Birds have long held a special place in the imagination of humans. How many of us have seen birds in flight and never wondered what it would be like to fly? We associate flight, and therefore birds, with freedom. Flying free. Free as a bird.
We use birds to describe character traits in our fellow humans. Someone might be an odd bird or a funny duck, a chicken or a pigeon. If someone is aggressive we might call them a hawk, if they’re conciliatory, a dove. It should come as no surprise that we also use human-centered language when talking about birds.
Collective nouns are used to describe groups of similar things. We talk about a pod of orcas, a bank of elevators or a herd of cows. Most of the collective nouns are so commonplace that they are standard parts of the language. They are more likely to be used than even the most general term, group. We don’t often refer to a herd of cows as a group of cows, or a pride of lions as a group of lions.

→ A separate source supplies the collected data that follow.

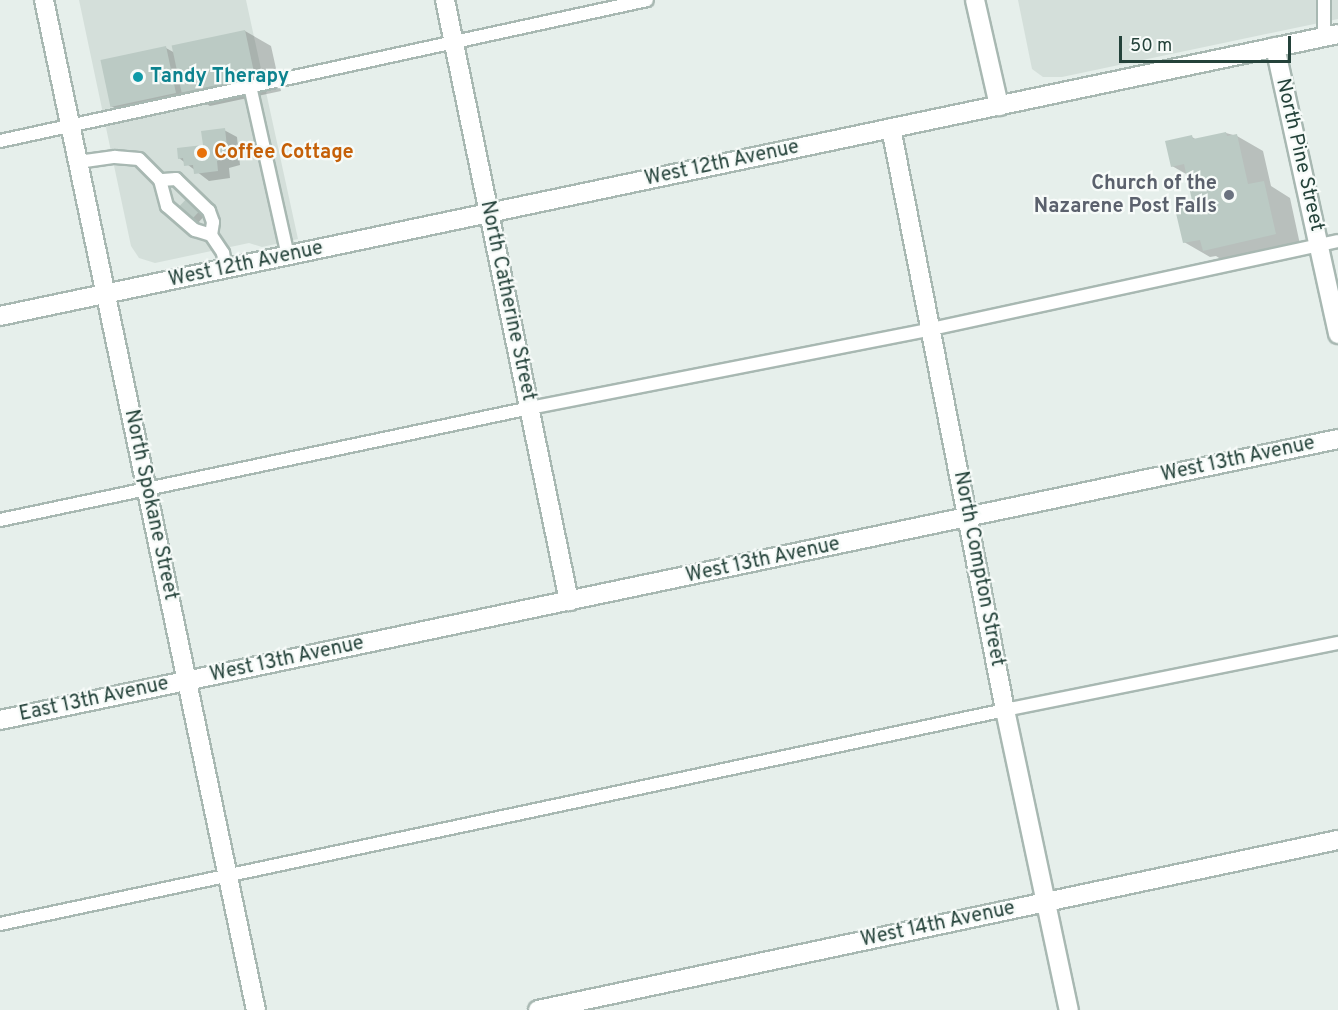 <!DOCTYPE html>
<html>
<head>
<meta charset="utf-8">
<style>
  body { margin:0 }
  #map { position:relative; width:1338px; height:1010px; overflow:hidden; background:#e6efeb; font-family:Overpass,sans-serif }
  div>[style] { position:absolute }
  .built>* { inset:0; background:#d4dfda }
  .shadow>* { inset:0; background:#0003 }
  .building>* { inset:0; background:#bbcac4; transform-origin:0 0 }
  .roads { filter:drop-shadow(2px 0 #a8b8b2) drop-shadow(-2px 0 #a8b8b2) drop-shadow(0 2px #a8b8b2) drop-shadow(0 -2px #a8b8b2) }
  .lane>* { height:12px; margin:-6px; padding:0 6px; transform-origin:6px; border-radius:6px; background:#fff }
  .street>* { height:18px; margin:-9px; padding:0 9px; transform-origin:9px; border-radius:9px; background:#fff }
  .secondary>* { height:18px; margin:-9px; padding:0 9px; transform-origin:9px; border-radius:9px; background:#fff }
  .dots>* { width:16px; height:16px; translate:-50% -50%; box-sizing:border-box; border:3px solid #f7fbf9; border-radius:50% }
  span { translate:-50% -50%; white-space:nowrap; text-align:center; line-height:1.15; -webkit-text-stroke:4.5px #f7fbf9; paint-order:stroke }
  .culture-label { font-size:20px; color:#0d838f; font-weight:700 }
  .left { translate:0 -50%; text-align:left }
  .food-label { font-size:20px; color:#c56008; font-weight:700 }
  .street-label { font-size:20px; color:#24423a }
  .worship-label { font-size:20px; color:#5b616d; font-weight:700 }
  .right { translate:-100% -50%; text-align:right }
  .scale { position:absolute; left:1119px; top:36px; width:172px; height:27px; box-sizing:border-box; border:3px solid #24423a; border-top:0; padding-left:8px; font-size:18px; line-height:21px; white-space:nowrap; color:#24423a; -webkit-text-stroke:4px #f7fbf9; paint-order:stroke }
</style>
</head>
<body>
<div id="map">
  <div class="built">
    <i style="clip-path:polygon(79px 0,246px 0,298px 239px,262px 247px,249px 243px,155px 263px,139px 258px,131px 246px)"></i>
    <i style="clip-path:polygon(1018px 0,1338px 0,1338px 19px,1062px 77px,1043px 77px,1032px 69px)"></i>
  </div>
  <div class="shadow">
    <i style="clip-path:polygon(245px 31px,271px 46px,281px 91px,210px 106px,194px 97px,130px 117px,111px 106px,166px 48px,175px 53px)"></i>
    <i style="clip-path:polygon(224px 130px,237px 137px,240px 165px,229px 168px,230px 178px,209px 181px,179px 158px,204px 147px)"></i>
    <i style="clip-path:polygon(1226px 133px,1237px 136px,1263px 151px,1271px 186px,1290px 198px,1301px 249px,1230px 265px,1216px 256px,1210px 257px,1184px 242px,1195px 206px,1188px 175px,1172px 166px,1192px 137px,1197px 140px)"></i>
    <i style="clip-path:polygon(189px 199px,207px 213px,197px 224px,191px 220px)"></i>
  </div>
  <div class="building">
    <i style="left:245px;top:30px;width:48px;height:75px;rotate:78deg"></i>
    <i style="left:166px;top:46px;width:48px;height:67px;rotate:78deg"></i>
    <i style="clip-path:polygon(225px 128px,228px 157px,217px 161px,218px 171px,194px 174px,193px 165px,184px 166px,183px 158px,178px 159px,177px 148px,203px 145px,201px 131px)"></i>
    <i style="clip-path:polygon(1226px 132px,1227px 136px,1237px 134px,1248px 184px,1264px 181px,1276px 234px,1203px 251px,1200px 240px,1183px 243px,1175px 209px,1193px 205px,1184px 164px,1171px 167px,1165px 141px,1192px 135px,1193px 139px)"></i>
    <i style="left:188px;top:197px;width:18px;height:16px;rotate:43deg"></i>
  </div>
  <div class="roads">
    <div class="lane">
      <i style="left:1324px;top:0;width:37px;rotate:90deg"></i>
      <i style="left:250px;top:86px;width:174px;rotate:77.4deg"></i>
      <i style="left:0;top:141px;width:662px;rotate:-12.29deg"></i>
      <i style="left:78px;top:162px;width:37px;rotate:-8deg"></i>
      <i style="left:115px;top:157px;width:24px;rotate:5deg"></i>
      <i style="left:139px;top:159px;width:30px;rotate:45deg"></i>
      <i style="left:160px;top:180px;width:27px;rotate:75deg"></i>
      <i style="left:167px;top:206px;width:37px;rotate:41deg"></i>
      <i style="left:195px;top:230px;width:17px;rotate:17deg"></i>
      <i style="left:211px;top:235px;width:13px;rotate:-81deg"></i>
      <i style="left:213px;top:222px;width:12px;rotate:-110deg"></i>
      <i style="left:209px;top:211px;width:46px;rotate:-135.9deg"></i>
      <i style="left:176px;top:179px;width:16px;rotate:176deg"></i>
      <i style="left:211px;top:235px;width:22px;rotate:56deg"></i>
      <i style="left:223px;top:253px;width:16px;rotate:79deg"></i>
      <i style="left:0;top:520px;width:542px;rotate:-11.93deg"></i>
      <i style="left:530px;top:408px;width:409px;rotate:-11.1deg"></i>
      <i style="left:931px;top:329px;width:416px;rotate:-12.2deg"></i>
      <i style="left:0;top:924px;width:1028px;rotate:-12.02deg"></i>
      <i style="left:1005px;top:710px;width:340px;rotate:-11.4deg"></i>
    </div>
    <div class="street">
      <i style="left:445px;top:0;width:614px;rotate:78.34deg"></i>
      <i style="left:975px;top:0;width:109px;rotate:77.2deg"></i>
      <i style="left:1275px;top:47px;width:294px;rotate:77.6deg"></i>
      <i style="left:891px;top:128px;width:593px;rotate:78.92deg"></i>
      <i style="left:1005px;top:710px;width:307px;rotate:78deg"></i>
      <i style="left:0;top:316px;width:1367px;rotate:-11.9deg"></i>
      <i style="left:0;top:720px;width:1367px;rotate:-11.86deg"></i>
      <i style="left:538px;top:1010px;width:818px;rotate:-12deg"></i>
    </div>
    <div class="secondary">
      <i style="left:44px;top:0;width:1032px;rotate:78.15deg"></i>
    </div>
  </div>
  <div class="dots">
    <i style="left:138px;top:77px;background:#0f9aa8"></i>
    <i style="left:202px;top:153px;background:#e8710a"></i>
    <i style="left:1229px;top:195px;background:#6b7280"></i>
  </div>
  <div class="culture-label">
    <span class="left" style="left:150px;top:77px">Tandy Therapy</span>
  </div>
  <div class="food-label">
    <span class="left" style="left:214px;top:153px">Coffee Cottage</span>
  </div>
  <div class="street-label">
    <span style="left:1299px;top:155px;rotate:77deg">North Pine Street</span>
    <span style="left:722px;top:164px;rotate:-12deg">West 12th Avenue</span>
    <span style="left:246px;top:265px;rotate:-12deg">West 12th Avenue</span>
    <span style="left:507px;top:301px;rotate:78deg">North Catherine Street</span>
    <span style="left:1238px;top:460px;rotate:-12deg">West 13th Avenue</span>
    <span style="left:150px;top:505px;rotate:78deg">North Spokane Street</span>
    <span style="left:763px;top:561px;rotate:-12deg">West 13th Avenue</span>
    <span style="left:978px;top:569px;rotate:79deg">North Compton Street</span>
    <span style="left:287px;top:660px;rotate:-12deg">West 13th Avenue</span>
    <span style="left:94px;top:700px;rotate:-12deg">East 13th Avenue</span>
    <span style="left:938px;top:925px;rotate:-12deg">West 14th Avenue</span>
  </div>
  <div class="worship-label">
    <span class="right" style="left:1217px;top:196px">Church of the<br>Nazarene Post Falls</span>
  </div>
  <div class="scale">50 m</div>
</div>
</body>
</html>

Collective nouns for groups of animals are called “terms of venery” if they are specific to the kind of animal, such as pride for lions. You don’t get a pride of dogs or gnus. Venery is defined in the Collaborative International Dictionary of English as the art, act or practice of hunting. The practice of using terms of venery was begun by English hunting gentlemen at least as far back as the 1400s. It was part of their education and was used to set themselves apart from everyone who wasn’t an educated gentleman.
Some of the most interesting collective nouns belong to birds. Swans get a lot of attention here. They come in herds, bevies, banks, drifts and squadrons, as well as the more romantic ballet of swans. My favorite for the big white birds is a grace of swans.
On the ground there is a gaggle of geese. Flying, a skein. Rising on an updraft of warm air, you’ll see a kettle of hawks. Swimming on the pond, a paddle of ducks. Chattering in the rainforest, a prattle of parrots. There will be a stand of flamingos, a mustering of storks and a wake of buzzards.
Owls get some respect. A group of them is called a parliament. Attractive birds get flattered, as in a radiance of cardinals. Being beautiful singers, here’s an exaltation of larks.
The corvids are singled out for slander. For crows it’s a mob of crows or even a murder of crows. Ravens also come in murders but there is also a conspiracy of ravens and an unkindness of ravens. Magpies are associated with omens and portents so we call a group of them a tiding of magpies.
And there you have it, a whole flock of collective nouns.
Take a peek at his webpage for other opinions from him.
Thanks, Leza. That worked out well. That Facebook button looks good, so are you going to add one for twitting, too?
Great article! I didn’t know these terms. I have one question-does the term flock still apply to geese as a general term? Or is this incorrect?